Consider a function $f$ which has a parity about its quarter period. We want to exploit this parity to make the Fourier coefficient look simpler.
We look into the case of functions $f$ that have odd parity with respect to the origin.
Since $f$ has a quarter period symmetry, we want to apply a change of variables $s = x-L/4$; in order to see what kind of effect this has on the trigonometric part of the integrand.
$$b_r = \frac{2}{L}\int_{x_0}^{x_0 +L}f(s)\sin\bigg(\frac{2\pi rs}{L}\bigg)ds \ . $$ Note that, since $dx=ds$, the result is invariant with respect to integration variable.

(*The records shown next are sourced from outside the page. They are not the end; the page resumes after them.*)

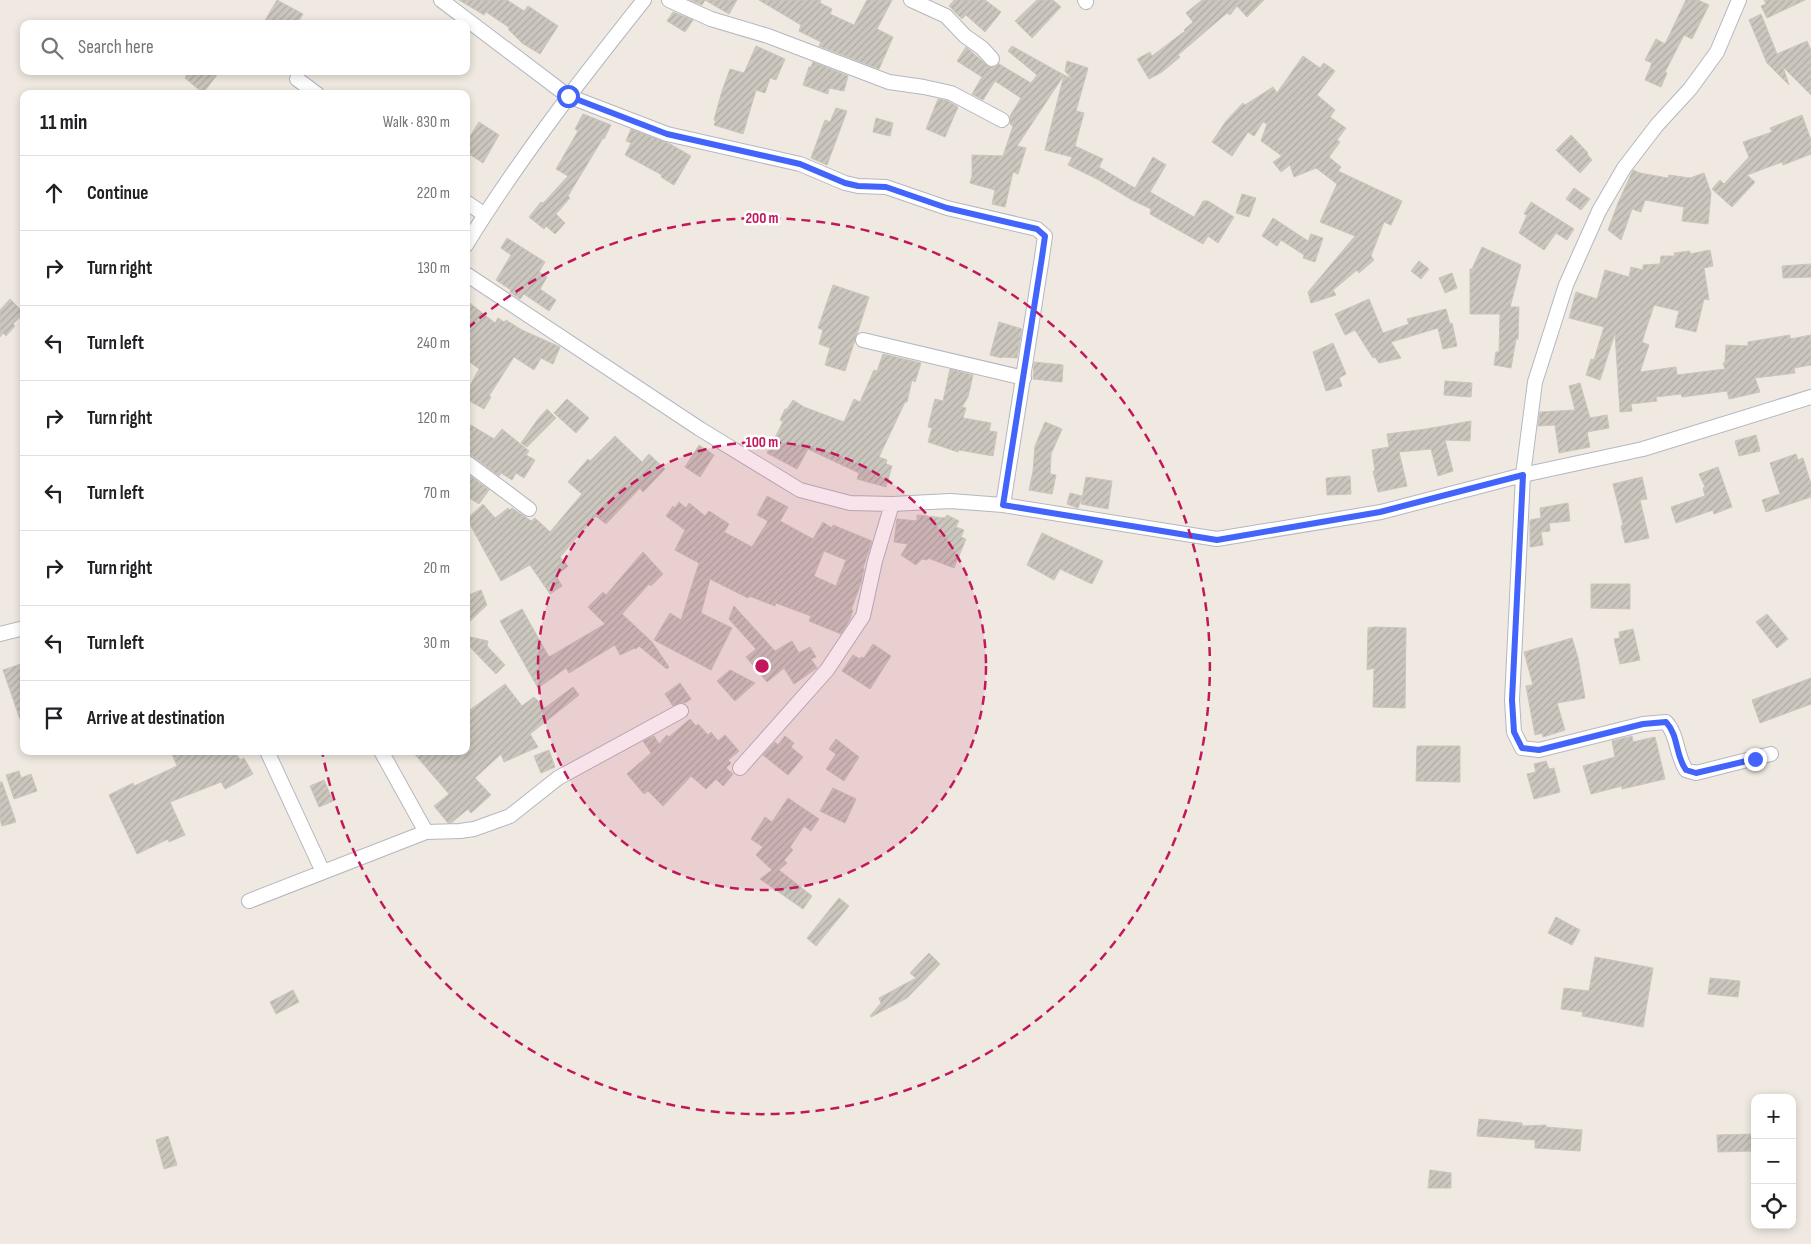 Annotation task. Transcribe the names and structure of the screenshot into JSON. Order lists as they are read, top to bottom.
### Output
{
  "page": {
    "search": "Search here",
    "heading": ["11 min", "Walk · 830 m"],
    "list": [
      ["Continue", "220 m"],
      ["Turn right", "130 m"],
      ["Turn left", "240 m"],
      ["Turn right", "120 m"],
      ["Turn left", "70 m"],
      ["Turn right", "20 m"],
      ["Turn left", "30 m"],
      "Arrive at destination"
    ],
    "map_buttons": ["+", "−"]
  },
  "rings": ["200 m", "100 m"]
}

$$b_r = \frac{2}{L}\int_{x_0}^{x_0 +L}f(s)\sin\bigg(\frac{2\pi r(x-L/4)}{L}\bigg)dx \\ =\frac{2}{L}\int_{x_0}^{x_0 +L}f(s)\sin\bigg(\frac{2\pi rx}{L} - \color{red}{\frac{\pi r}{2}}\bigg)dx \ .$$
Expanding the sine,
$$ \sin\bigg(\frac{2\pi rx}{L} - \color{red}{\frac{\pi r}{2}}\bigg) = \color{green}{\cos\bigg(\frac{\pi r}{2}\bigg)}\sin\bigg(\frac{2\pi rx}{L}\bigg)+ \color{green}{\sin\bigg(\frac{\pi r}{2}\bigg)}\cos\bigg(\frac{2\pi rx}{L}\bigg) $$ , we see that either $b_{2r}$ or $b_{2r+1}$ vanishes depending on the parity of $f$ about $L/4$.